Un Amérindien dans la ville

La jeunesse tumultueuse d'un jeune Indien Cri, par le Canadien Joshua Whitehead

Joshua Whithead- Photo OSHUA WHITEHEAD

Si l'on s'en tient à l'intrigue, elle est relativement simple : c'est l'histoire, sous forme autobiographique, d'un jeune Indien Cri, né dans une réserve, à Peguis. Il a vécu une enfance épouvantable entre alcoolisme, violence et misère, a perdu son père alcoolo, son beau-père d'une cirrhose et sa « kokum », sa grand-mère chérie chez qui il vivait. Il est donc « monté » à la ville, en l'occurrence Winnipeg, dépeinte comme « la plus raciste du Canada », afin de vivre sa liberté, en particulier sexuelle. Jonny se définit comme « bispirituel », c'est-à-dire gay, mais se sentant à la fois masculin et féminin. Il vit de ses charmes, soit par Internet soit en réel (mais c'est plus cher !). Le seul qu'il aime vraiment, c'est Tias, son ami d'enfance. Ils font l'amour, mais Jonny est plutôt bi, il est le « chum » de Jordan qu'il a mise enceinte et pour qui il va se ranger et se mettre à travailler. C'est la fin d'une jeunesse tumultueuse, et l'on ne sait trop ce qu'il adviendra de Jonny.

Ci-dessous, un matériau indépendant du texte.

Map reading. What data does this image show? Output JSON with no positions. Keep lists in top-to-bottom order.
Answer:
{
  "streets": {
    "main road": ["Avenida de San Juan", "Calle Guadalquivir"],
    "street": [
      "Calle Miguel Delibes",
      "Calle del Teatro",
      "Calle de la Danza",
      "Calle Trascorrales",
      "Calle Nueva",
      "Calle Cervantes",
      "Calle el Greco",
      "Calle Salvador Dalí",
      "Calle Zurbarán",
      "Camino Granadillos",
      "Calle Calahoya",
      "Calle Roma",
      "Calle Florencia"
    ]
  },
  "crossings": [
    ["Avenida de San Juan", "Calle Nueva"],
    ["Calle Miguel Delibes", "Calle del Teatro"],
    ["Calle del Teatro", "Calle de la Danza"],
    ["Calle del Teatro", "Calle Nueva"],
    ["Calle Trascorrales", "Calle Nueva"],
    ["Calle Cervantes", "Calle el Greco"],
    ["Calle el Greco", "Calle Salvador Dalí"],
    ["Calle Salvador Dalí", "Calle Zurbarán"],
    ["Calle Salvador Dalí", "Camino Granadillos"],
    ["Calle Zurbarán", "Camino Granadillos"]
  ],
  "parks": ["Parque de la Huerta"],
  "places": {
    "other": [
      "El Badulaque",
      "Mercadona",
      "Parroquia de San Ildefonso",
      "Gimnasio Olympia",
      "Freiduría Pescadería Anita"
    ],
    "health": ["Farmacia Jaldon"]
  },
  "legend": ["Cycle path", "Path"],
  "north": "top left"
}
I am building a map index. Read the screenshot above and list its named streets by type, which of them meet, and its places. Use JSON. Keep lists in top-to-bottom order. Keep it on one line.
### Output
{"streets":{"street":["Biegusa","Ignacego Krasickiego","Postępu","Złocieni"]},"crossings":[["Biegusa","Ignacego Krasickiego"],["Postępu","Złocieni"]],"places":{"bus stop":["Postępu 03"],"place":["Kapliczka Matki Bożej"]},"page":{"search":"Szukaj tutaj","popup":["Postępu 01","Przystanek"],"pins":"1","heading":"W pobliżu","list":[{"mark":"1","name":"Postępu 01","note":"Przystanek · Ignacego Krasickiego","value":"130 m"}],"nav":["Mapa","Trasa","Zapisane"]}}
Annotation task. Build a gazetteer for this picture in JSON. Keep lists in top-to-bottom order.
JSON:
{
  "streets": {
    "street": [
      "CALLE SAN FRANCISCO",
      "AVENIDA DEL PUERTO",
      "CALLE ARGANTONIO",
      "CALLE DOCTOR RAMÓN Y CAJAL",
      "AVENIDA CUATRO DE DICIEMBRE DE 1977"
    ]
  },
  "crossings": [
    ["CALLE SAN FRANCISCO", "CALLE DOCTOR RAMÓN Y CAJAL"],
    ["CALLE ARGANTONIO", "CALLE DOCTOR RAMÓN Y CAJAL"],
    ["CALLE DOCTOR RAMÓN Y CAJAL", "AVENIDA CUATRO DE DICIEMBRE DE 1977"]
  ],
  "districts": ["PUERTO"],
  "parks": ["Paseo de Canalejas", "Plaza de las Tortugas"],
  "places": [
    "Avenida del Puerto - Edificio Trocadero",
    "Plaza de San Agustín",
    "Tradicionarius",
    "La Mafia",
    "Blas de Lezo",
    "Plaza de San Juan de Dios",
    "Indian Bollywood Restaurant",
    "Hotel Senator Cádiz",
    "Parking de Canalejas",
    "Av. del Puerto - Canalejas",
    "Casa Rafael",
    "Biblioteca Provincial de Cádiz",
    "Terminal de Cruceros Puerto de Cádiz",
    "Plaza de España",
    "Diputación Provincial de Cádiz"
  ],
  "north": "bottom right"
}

Ce qu'il y a de plus intéressant dans ce premier roman, pour nous Français, c'est le dépaysement qu'il crée : canadien, Jonny raisonne comme un Américain, avec des problématiques, notamment d'origines et de genre, qui sont là-bas d'une actualité brûlante. Et puis il y a cette langue, rendue par la traductrice en québécois : « crisse », « pantoute », « ciboire », et « bannique » à tous les repas.